我有一个JSON,我把它转换成了一个字典,并试图用它制作一个数据格式。问题在于它是多个嵌套的,而且数据不一致。
例如:
d = """[
{
"id": 51,
"kits": [
{
"id": 57,
"kit": "KIT1182A",
"items": [
{
"id": 254,
"product": {
"name": "Plastic Pallet",
"short_code": "PP001",
"priceperunit": 2500,
"volumetric_weight": 21.34
},
"quantity": 5
},
{
"id": 258,
"product": {
"name": "Separator Sheet",
"short_code": "FSS001",
"priceperunit": 170,
"volumetric_weight": 0.9
},
"quantity": 18
}
],
"quantity": 5
}, #end of kit
{
"id": 58,
"kit": "KIT1182B",
"items": [
{
"id": 259,
"product": {
"name": "Plastic Pallet",
"short_code": "PP001",
"priceperunit": 2500,
"volumetric_weight": 21.34
},
"quantity": 5
},
{
"id": 260,
"product": {
"name": "Plastic Sidewall",
"short_code": "PS001",
"priceperunit": 1250,
"volumetric_weight": 16.1
},
"quantity": 5
},
{
"id": 261,
"product": {
"name": "Plastic Lid",
"short_code": "PL001",
"priceperunit": 1250,
"volumetric_weight": 9.7
},
"quantity": 5
}
],
"quantity": 7
} #end of kit
],
"warehouse": "Yantraksh Logistics Private limited_GGNPC1",
"receiver_client": "Lumax Cornaglia Auto Tech Private Limited",
"transport_by": "Kiran Roadways",
"transaction_type": "Return",
"transaction_date": "2020-08-13T04:34:11.678000Z",
"transaction_no": 1180,
"is_delivered": false,
"driver_name": "__________",
"driver_number": "__________",
"lr_number": 0,
"vehicle_number": "__________",
"freight_charges": 0,
"vehicle_type": "Part Load",
"remarks": "0",
"flow": 36,
"owner": 2
} ]"""我想把它转换成一个数据文件,如下所示:
transaction_no is_delivered flow transaction_date receiver_client warehouse kits quantity product1 quantity1 product2 quantity2 product3 quantity3
1180 False 36 2020-08-13T04:34:11.678000Z Lumax Cornaglia Auto Tech Private Limited Yantraksh Logistics Private limited_GGNPC1 KIT1182A 5 PP001 5 FSS001 18 NaN NaN
1180 False 36 2020-08-13T04:34:11.678000Z Lumax Cornaglia Auto Tech Private Limited Yantraksh Logistics Private limited_GGNPC1 KIT1182B 7 PP001 5 PS001 5 PL001 7.0或者以一种更好的方式表现出来:

我所做的:
data = json.loads(d)
result_dataframe = pd.DataFrame(data)
l = ['transaction_no', 'is_delivered','flow', 'transaction_date', 'receiver_client', 'warehouse','kits'] #fields that I need
result_dataframe = result_dataframe[l]
result_dataframe.to_csv("out.csv")我试过:
def flatten(input_dict, separator='_', prefix=''):
output_dict = {}
for key, value in input_dict.items():
if isinstance(value, dict) and value:
deeper = flatten(value, separator, prefix+key+separator)

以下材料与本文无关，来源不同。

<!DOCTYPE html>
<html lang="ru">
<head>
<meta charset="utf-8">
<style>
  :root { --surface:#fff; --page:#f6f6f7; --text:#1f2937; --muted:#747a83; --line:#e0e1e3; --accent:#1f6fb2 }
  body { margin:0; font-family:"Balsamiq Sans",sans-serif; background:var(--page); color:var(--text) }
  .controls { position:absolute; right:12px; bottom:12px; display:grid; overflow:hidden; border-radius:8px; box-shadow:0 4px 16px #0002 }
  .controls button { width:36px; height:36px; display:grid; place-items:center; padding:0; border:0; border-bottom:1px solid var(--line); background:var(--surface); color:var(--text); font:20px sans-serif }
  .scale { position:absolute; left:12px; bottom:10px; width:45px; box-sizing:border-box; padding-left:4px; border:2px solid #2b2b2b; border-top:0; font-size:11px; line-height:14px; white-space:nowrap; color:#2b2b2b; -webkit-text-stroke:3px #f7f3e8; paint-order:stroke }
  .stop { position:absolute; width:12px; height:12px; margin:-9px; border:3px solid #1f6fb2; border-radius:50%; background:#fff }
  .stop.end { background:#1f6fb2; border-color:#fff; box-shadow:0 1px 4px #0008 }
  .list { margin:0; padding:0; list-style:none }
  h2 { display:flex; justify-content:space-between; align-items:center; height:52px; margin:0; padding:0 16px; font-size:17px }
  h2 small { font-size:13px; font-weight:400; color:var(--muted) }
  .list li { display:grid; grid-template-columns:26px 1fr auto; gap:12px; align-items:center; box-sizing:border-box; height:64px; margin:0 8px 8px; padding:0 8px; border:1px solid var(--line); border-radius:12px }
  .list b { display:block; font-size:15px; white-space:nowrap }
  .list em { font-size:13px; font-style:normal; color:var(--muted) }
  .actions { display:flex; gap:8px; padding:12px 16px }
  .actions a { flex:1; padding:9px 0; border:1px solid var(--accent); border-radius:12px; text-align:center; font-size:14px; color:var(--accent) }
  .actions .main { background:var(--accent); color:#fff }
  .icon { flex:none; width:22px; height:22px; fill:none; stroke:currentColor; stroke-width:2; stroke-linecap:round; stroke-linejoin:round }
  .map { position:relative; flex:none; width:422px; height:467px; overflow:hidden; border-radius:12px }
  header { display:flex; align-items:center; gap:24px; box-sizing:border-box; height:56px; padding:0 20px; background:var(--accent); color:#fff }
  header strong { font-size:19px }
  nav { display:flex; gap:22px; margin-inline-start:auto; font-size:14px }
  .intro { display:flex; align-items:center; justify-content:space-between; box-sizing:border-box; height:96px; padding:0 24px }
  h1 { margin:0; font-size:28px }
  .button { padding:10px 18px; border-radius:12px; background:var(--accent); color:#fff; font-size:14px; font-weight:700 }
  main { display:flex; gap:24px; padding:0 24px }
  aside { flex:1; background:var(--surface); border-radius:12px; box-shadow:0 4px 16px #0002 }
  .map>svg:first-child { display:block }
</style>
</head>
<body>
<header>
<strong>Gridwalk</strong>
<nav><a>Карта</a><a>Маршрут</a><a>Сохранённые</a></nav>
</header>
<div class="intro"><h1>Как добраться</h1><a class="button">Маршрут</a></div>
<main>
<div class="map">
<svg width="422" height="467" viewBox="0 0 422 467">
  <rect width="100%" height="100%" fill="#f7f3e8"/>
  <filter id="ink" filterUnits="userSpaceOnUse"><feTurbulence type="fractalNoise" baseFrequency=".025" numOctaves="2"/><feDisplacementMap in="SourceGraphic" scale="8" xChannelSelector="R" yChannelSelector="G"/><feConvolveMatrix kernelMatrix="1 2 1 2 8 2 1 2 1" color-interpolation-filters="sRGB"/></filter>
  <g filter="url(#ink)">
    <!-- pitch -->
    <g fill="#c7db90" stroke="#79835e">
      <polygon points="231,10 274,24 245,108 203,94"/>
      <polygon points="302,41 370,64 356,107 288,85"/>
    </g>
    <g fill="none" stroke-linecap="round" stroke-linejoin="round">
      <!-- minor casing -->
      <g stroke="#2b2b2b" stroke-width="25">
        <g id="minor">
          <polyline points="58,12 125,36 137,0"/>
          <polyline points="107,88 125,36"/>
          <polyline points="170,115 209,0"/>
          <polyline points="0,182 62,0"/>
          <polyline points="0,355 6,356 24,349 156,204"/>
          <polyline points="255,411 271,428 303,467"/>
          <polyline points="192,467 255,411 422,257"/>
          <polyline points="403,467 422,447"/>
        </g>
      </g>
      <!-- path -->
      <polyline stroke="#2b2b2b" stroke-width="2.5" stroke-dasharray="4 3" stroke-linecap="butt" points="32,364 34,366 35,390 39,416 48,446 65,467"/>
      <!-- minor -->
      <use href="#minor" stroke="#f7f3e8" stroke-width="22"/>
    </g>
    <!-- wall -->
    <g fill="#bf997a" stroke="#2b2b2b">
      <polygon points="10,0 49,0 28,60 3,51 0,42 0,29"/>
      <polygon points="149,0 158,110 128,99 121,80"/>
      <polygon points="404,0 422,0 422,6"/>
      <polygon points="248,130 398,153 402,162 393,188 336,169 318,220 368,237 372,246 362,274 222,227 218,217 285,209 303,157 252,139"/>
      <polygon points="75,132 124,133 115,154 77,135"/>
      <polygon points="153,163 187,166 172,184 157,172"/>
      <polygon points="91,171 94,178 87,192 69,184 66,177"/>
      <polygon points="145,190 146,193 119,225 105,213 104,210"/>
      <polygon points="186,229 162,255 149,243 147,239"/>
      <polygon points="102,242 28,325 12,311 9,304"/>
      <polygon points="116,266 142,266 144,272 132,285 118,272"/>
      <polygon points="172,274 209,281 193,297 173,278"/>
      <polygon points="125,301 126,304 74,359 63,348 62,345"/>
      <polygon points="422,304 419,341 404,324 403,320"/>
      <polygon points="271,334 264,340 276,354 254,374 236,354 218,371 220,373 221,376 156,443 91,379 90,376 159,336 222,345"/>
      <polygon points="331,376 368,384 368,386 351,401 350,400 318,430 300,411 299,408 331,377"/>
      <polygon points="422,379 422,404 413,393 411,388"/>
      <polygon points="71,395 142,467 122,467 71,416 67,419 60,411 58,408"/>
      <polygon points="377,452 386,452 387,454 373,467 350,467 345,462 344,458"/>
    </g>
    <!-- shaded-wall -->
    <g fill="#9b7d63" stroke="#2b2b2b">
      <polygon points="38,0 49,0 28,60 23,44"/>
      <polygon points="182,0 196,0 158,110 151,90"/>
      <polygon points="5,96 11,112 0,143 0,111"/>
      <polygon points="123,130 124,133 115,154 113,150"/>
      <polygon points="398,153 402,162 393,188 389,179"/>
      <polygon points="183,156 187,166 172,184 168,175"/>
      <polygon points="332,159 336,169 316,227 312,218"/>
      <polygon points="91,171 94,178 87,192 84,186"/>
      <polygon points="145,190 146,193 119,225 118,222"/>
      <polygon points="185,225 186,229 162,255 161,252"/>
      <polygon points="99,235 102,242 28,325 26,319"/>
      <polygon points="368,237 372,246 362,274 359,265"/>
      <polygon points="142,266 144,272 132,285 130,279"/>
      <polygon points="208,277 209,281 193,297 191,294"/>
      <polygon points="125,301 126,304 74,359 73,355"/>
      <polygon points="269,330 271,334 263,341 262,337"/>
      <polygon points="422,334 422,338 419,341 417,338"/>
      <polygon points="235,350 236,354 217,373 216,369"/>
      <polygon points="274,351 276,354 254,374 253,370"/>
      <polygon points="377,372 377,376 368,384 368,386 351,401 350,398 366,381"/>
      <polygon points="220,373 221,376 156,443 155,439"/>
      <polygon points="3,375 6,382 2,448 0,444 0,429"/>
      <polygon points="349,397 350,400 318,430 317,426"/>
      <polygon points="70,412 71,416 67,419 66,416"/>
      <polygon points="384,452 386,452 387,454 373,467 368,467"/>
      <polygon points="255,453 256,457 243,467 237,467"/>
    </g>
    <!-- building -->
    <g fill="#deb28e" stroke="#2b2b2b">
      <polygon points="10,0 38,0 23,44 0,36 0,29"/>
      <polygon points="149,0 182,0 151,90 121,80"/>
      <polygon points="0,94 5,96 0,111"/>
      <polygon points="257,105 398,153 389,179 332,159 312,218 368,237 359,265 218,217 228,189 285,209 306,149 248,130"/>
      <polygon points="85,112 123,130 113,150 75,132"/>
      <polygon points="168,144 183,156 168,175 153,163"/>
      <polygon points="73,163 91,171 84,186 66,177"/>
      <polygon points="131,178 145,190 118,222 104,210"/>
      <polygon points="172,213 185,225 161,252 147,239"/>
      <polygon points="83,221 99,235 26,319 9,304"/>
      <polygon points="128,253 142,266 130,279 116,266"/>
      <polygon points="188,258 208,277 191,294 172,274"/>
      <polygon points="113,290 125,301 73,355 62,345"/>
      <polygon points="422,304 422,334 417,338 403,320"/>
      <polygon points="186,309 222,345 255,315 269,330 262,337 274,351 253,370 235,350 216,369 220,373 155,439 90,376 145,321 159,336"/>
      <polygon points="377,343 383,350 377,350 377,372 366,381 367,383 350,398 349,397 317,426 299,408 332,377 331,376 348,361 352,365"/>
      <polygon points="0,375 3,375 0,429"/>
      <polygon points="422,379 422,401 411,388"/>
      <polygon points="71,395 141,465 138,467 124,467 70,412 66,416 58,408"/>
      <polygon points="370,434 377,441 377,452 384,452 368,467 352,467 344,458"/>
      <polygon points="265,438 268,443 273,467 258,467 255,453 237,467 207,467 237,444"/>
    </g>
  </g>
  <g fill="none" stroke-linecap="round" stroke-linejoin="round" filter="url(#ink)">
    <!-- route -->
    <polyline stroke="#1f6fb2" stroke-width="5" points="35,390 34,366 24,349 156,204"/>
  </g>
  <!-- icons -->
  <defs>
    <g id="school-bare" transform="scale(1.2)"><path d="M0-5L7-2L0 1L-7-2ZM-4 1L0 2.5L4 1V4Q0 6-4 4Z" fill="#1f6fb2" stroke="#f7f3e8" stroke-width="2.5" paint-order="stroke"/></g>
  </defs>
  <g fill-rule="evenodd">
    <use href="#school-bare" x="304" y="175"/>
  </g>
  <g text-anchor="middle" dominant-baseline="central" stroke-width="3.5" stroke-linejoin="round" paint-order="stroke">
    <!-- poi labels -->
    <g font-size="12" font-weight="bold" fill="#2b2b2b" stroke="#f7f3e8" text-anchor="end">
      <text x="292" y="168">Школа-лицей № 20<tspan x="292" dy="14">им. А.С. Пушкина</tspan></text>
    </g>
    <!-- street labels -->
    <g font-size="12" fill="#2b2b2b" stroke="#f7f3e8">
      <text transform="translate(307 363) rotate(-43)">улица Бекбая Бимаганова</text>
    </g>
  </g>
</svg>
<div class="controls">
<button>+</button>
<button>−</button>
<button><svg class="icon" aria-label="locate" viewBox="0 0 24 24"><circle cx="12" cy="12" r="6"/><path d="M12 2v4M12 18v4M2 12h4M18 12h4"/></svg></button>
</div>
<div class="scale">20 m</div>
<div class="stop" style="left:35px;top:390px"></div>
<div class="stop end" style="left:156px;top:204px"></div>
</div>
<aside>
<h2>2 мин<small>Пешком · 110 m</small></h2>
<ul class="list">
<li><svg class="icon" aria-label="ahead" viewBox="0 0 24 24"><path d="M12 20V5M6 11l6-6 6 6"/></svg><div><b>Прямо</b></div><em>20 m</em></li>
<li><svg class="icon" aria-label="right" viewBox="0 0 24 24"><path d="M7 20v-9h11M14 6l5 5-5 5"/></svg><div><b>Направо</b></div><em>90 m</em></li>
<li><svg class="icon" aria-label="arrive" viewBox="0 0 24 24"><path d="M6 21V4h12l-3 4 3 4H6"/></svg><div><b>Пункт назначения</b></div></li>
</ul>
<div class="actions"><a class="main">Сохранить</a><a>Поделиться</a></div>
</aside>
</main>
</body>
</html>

output_dict.update({key2: val2 for key2, val2 in deeper.items()})
elif isinstance(value, list) and value:
for index, sublist in enumerate(value, start=1):
if isinstance(sublist, dict) and sublist:
deeper = flatten(sublist, separator, prefix+key+separator+str(index)+separator)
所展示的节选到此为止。